A novidade, não muito boa para nós brasileiros, mostrada por uma pesquisa realizada pela
consultoria Fellipelli, é que apenas 32,8% dos executivos brasileiros possuem essa
qualidade bem desenvolvida nas corporações.
A situação é ainda pior quando a característica procurada é a inovação. Essa competência
aparece em apenas 12,1% dos profissionais, deixando um grande potencial de renovação e
de competitividade das organizações para trás.

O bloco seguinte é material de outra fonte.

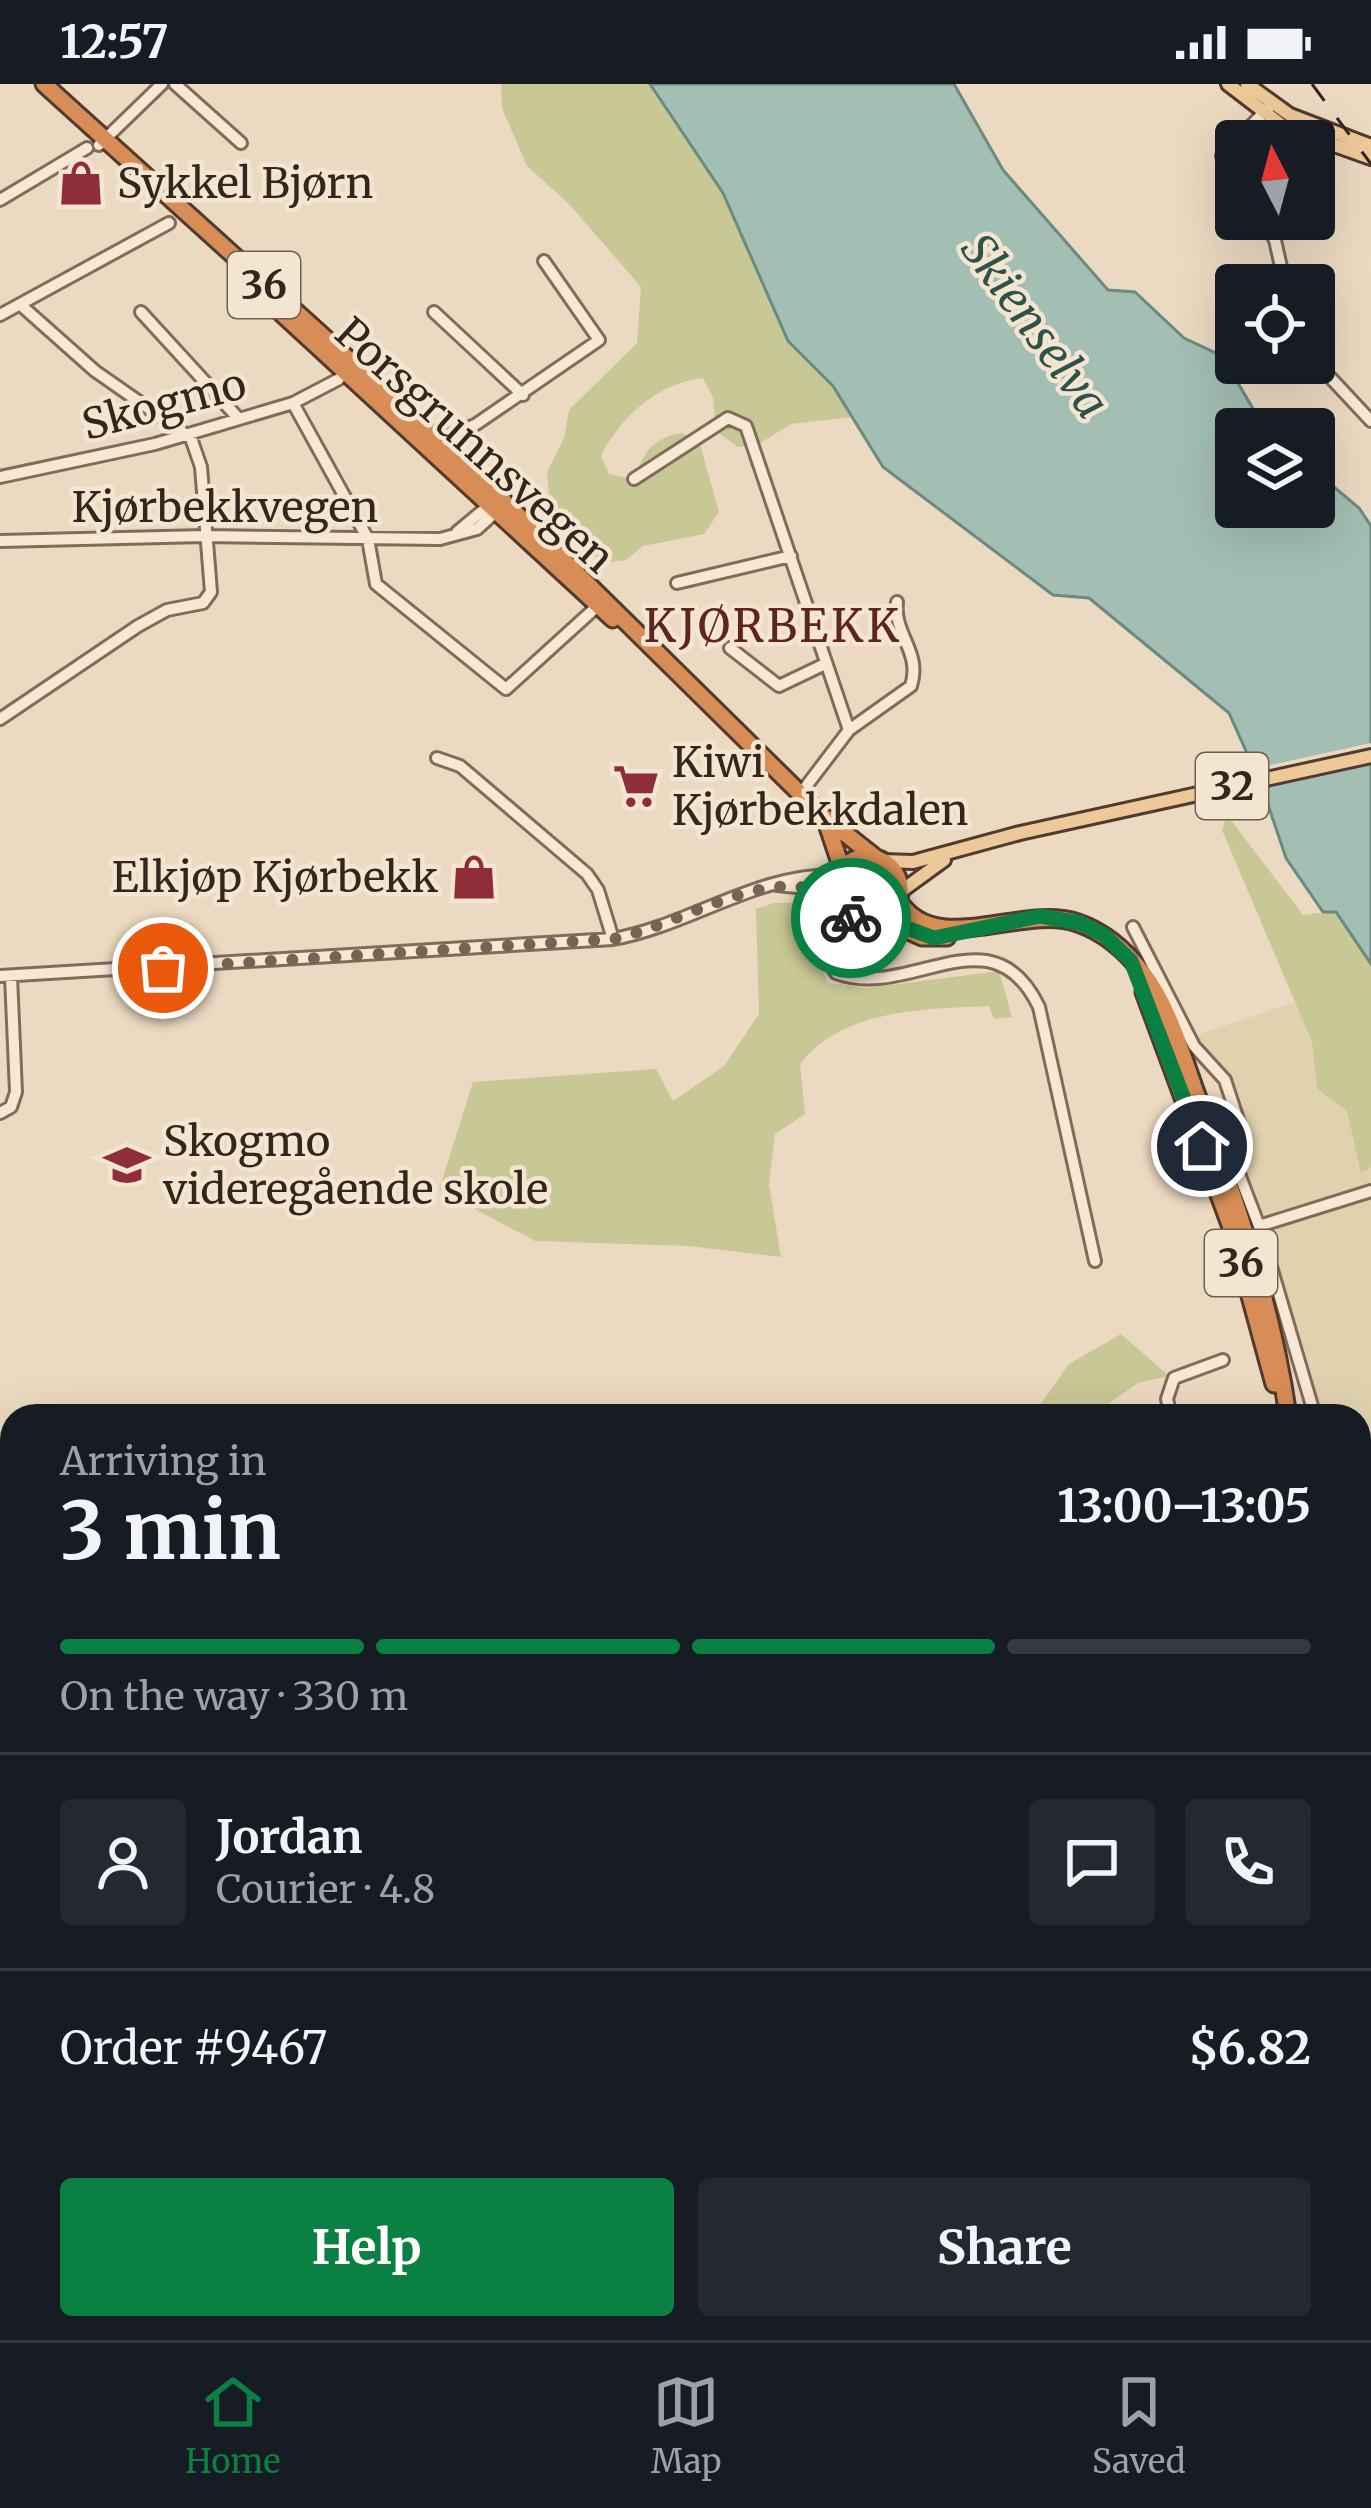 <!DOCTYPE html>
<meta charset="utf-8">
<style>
:root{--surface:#171b24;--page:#242831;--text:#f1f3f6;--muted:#9ea1a6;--line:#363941;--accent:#0b8043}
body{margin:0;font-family:Merriweather,serif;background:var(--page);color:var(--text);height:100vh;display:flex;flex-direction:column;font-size:45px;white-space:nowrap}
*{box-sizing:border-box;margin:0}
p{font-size:39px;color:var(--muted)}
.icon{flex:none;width:66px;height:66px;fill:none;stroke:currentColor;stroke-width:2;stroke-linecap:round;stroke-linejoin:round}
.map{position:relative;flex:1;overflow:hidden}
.drawer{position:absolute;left:0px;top:1320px;width:1371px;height:936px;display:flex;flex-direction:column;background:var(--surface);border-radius:36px 36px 0 0;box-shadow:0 12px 48px #0002}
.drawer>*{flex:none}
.needle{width:78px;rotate:354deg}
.controls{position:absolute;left:1215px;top:36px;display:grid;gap:24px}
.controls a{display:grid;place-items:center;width:120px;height:120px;border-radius:12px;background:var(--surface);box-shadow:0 12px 48px #0002;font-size:60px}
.pin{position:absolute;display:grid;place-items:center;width:102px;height:102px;color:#fff;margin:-51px;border:6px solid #fff;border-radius:50%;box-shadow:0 3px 12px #0007}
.courier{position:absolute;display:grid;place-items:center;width:120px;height:120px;margin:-60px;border:9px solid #0b8043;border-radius:50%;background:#fff;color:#222;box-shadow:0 3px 15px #0007}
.headline em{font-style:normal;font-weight:700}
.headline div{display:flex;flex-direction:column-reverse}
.headline{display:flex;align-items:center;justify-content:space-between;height:204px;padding:0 60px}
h1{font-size:78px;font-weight:700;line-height:90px}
.bar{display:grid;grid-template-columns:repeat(4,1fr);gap:18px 12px;align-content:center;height:144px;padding:0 60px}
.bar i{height:15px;border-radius:9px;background:var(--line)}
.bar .on{background:var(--accent)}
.bar p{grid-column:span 4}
.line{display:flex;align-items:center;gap:30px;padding:0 60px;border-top:3px solid var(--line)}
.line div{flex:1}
.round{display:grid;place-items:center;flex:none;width:126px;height:126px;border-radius:12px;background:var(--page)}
.cta{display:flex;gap:24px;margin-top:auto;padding:24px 60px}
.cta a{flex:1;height:138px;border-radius:12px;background:var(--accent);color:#fff;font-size:48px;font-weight:700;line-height:138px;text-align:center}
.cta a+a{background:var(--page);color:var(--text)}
.status{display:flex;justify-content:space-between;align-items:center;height:84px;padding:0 60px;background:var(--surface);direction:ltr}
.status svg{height:33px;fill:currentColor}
.tab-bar{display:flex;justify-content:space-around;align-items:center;height:168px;border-top:3px solid var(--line);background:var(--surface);font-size:33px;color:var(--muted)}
.tab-bar a{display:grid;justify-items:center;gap:6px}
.tab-bar .on{color:var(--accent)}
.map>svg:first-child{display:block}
</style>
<div class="status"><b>12:57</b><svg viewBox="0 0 49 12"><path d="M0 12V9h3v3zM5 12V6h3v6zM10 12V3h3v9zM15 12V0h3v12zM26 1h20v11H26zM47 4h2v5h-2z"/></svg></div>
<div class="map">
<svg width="1371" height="2256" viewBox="0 0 1371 2256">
<rect width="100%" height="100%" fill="#ebd9c1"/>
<path fill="#e0d2af" d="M1295 918 1312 958 1317 1005 1347 1027 1361 1088 1371 1083V1376L1359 1373V1332H1321L1267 1155 1275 1132 1260 1129 1242 1079 1246 1040 1242 1019 1227 987 1202 971 1195 952Z"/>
<path fill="#c8c896" d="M501 0H650L723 109 788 257 833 302 852 333 791 340 757 361 738 363 716 347 713 314 703 294C658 299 621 332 601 372L609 390 636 396C640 370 654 353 682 349L699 357 719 428 704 450 643 462 626 476 608 478 576 464 551 438 547 388 564 354 569 326 637 259 641 203 569 120 527 82 502 24Z
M1227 731 1303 831 1336 827 1371 880V1083L1361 1089 1347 1027 1317 1005 1312 958 1222 746Z
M774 819H800L827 835 813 868 828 899 867 904 999 887 1012 933 994 935 989 922C923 925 843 925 800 980L805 1030 775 1050 769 1100 781 1173 688 1162 535 1157 439 1106 473 998 656 985 673 1017 724 982 759 930 756 825Z
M1121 1250 1169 1292 1138 1299 1091 1332H1032L1069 1280Z"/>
<path fill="#a3beb3" stroke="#6b8b7f" stroke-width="3" d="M650 0H954L1003 86 1108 206 1135 208 1184 254 1222 272 1265 345H1236V423H1314V386L1359 424 1371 442V880L1336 828H1323L1286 774 1262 703 1229 629 1089 514 1053 511 883 383 833 302 788 257 723 109Z"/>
<path fill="#ebd9c1" d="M1371 659V678L1256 704 1248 686Z"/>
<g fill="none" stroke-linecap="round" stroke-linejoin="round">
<g stroke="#836b5a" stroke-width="16">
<path id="minor" d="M175 0 241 59
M99 61 162 0
M1236 101 1222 72 1270 22
M0 116 87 64
M1263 135 1275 156 1285 201
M141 228 239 335
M434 228 523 311
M0 231 169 139
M1314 276 1371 337
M293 319 368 455 376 500 506 605 592 527
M436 357 475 341 599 256 544 177
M0 393 155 360 293 319 339 295
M634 395 728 334 746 342 849 646 801 709
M457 448 493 418
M0 457 204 452 440 455 477 445 498 426
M677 499 791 472
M730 564 779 602 825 580
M0 635 138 542 167 526 203 519 211 508 201 383 191 354 95 287 23 223
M849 646 911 602C922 568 893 550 897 518
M437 674 460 682 587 790 598 806 613 855
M777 801 807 804 836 817
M839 823 823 866 836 889C911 917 991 824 1039 923L1095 1177
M1133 843 1194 962 1225 996 1240 1042 1236 1082 1259 1142 1315 1332
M827 876 837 855 865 838
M0 892 613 855C691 841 757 789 838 791
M0 1029 11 1023 16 1008 11 892
M1259 1142 1371 1107
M1171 1332 1167 1315 1174 1294 1223 1276
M1359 1382 1371 1390
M1359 1554 1371 1551
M1359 1921 1371 1920
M744 2244 848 2256
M925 2244V2256
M1030 2244 1032 2256
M1182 2244 1183 2256
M639 2256 642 2244"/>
</g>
<g stroke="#513a2e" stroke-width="18">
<path id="major" d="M1228 0 1284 43 1371 74
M1247 0 1290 31 1371 62
M883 777 913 778 1020 749 1371 672
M900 808 944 776"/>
</g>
<g stroke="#513a2e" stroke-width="21">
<path id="highway" d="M44 0 482 396 823 732 876 774
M265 214 613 535
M827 740 842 785
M834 806a33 33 0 1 1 66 0a33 33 0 1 1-66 0Z
M898 816C935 876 1022 819 1078 839 1104 848 1126 867 1143 889 1168 921 1181 967 1195 1006 1235 1112 1272 1219 1288 1332
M882 835 922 853H947
M1144 908 1232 1146 1274 1300
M1359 2188 1371 2248
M1358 2244 1360 2256"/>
</g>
<use href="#minor" stroke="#f7e8d4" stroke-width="10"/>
<use href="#major" stroke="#edc99a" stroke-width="12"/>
<use href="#highway" stroke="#d78d55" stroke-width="15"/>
<path stroke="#34251d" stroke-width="3" stroke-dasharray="21 21" stroke-linecap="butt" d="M1312 0 1371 80"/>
</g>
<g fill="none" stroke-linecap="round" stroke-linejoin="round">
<path stroke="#746456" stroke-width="12" stroke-dasharray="0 21.6" d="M163 884 613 855C677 843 773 776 831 814 839 820 843 828 851 834"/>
<path stroke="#0b8043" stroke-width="15" d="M851 834 882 835 934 854 1040 832 1080 839 1104 851 1131 877 1202 1062"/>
</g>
<defs>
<g id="shop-bare" transform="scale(3.6)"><path d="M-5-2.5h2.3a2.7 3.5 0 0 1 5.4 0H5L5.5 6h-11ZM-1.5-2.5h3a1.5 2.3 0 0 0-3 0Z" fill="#8f2d3a" stroke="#f3e5d0" stroke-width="2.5" paint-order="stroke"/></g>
<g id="supermarket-bare" transform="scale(3.6)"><path d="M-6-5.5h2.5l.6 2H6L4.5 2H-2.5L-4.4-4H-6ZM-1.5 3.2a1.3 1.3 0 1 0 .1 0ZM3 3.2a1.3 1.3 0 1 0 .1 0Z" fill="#8f2d3a" stroke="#f3e5d0" stroke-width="2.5" paint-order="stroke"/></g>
<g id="school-bare" transform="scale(3.6)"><path d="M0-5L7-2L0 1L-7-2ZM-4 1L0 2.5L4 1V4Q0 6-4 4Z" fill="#8f2d3a" stroke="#f3e5d0" stroke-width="2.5" paint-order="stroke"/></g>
</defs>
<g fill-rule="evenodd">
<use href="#shop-bare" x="81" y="99"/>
<use href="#supermarket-bare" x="636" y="702"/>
<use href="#shop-bare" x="474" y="793"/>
<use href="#school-bare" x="127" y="1081"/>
</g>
<g text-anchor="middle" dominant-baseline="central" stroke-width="9" stroke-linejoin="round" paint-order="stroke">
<g fill="#f3e5d0" stroke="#6d5f53" stroke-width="3">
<rect x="228" y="168" width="72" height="66" rx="9"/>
<rect x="1196" y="669" width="72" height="66" rx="9"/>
<rect x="1205" y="1146" width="72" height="66" rx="9"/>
</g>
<g font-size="39" font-weight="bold" fill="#34251d">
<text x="264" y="201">36</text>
<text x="1232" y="702">32</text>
<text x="1241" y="1179">36</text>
</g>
<g font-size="42" fill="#34251d" stroke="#f3e5d0" text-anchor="start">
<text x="117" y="99">Sykkel Bjørn</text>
<text x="672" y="678">Kiwi<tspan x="672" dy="48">Kjørbekkdalen</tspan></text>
<text x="438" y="793" text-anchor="end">Elkjøp Kjørbekk</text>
<text x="163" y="1057">Skogmo<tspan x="163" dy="48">videregående skole</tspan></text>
</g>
<g font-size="42" fill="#34251d" stroke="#f3e5d0">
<text transform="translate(164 320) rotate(-15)">Skogmo</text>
<text transform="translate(475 361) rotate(42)">Porsgrunnsvegen</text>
<text x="225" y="423">Kjørbekkvegen</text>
</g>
<g font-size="45" font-style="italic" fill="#2d534c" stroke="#f3e5d0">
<text transform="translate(1035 242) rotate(54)">Skienselva</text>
</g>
<g font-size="45" letter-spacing="3" fill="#5e241f" stroke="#f3e5d0">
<text x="773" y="542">KJØRBEKK</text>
</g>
</g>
</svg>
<div class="controls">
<a><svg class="needle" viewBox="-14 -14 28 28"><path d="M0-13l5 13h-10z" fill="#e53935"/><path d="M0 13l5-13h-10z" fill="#9ea1a6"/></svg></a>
<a><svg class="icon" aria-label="locate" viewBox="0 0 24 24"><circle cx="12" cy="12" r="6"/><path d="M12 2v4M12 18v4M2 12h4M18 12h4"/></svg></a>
<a><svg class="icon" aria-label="layers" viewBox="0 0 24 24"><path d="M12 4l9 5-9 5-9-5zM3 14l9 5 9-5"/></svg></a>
</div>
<div class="pin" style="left:163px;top:884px;background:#ea580c"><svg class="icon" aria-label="bag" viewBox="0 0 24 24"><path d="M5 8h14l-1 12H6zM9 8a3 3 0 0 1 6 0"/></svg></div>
<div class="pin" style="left:1202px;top:1062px;background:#1f2937"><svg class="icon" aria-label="home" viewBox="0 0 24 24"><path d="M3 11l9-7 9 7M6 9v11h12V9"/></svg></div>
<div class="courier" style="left:851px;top:834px"><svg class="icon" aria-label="bike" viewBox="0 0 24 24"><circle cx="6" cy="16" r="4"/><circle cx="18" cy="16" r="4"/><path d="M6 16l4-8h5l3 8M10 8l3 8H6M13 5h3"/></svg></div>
<section class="drawer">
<div class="headline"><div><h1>3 min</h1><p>Arriving in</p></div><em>13:00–13:05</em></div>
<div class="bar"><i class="on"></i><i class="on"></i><i class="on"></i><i></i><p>On the way · 330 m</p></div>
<div class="line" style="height:216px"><a class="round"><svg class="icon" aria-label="person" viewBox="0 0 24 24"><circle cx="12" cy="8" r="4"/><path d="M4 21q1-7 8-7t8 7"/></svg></a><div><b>Jordan</b><p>Courier · 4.8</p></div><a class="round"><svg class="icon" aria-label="chat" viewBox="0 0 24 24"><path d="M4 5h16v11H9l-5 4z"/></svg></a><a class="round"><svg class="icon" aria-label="phone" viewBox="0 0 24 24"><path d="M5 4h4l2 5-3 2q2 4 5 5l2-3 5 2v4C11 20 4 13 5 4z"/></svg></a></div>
<div class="line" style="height:156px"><div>Order #9467</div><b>$6.82</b></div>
<div class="cta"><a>Help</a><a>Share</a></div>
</section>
</div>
<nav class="tab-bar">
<a class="on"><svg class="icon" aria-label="home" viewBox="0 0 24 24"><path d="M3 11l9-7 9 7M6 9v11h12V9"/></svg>Home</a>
<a><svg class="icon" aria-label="map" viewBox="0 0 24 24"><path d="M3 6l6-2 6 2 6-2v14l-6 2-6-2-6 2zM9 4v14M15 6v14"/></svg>Map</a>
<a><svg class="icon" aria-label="saved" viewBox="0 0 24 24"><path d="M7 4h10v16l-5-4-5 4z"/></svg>Saved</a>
</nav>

O autoritarismo é visto em 48,2% dos entrevistados. Somente nos níveis de comando, a
pesquisa revela que 27,1% dos gestores brasileiros apresentam tendência a uma liderança
mais autoritária e tradicional.
O estudo mostra ainda que no ambiente corporativo, isso tem dois lados, porque transmitir
autoridade pode ser muito positivo, já que permite que as atividades sejam feitas de forma
mais organizada e homogênea. Porém, esse método impede que muitas mudanças boas
ocorram, inibindo a renovação e a evolução das operações.
Já trabalhar de forma mais convencional, sem propensão a correr grandes riscos, é a
maneira escolhida por 53,3% dos entrevistados. Embora esses colaboradores tenham fortes
competências operacionais, podem pecar no quesito inovação, perdendo grandes
possibilidades de reformular os negócios em prol do crescimento corporativo.
Embora todos os tipos psicológicos possuam qualidades e defeitos, não existe um padrão
ideal de proffissional a ser atingido. De acordo com especialistas, a diversidade no meio
corporativo é fundamental para garantir o bom andamento dos negócios.
O levantamento, feito com a participação de 21.602 colaboradores brasileiros ao longo de 2008, teve como
base ferramentas de análise de tipos psicológicos, que determina as
preferências de cada indivíduo e como elas se desenvolvem.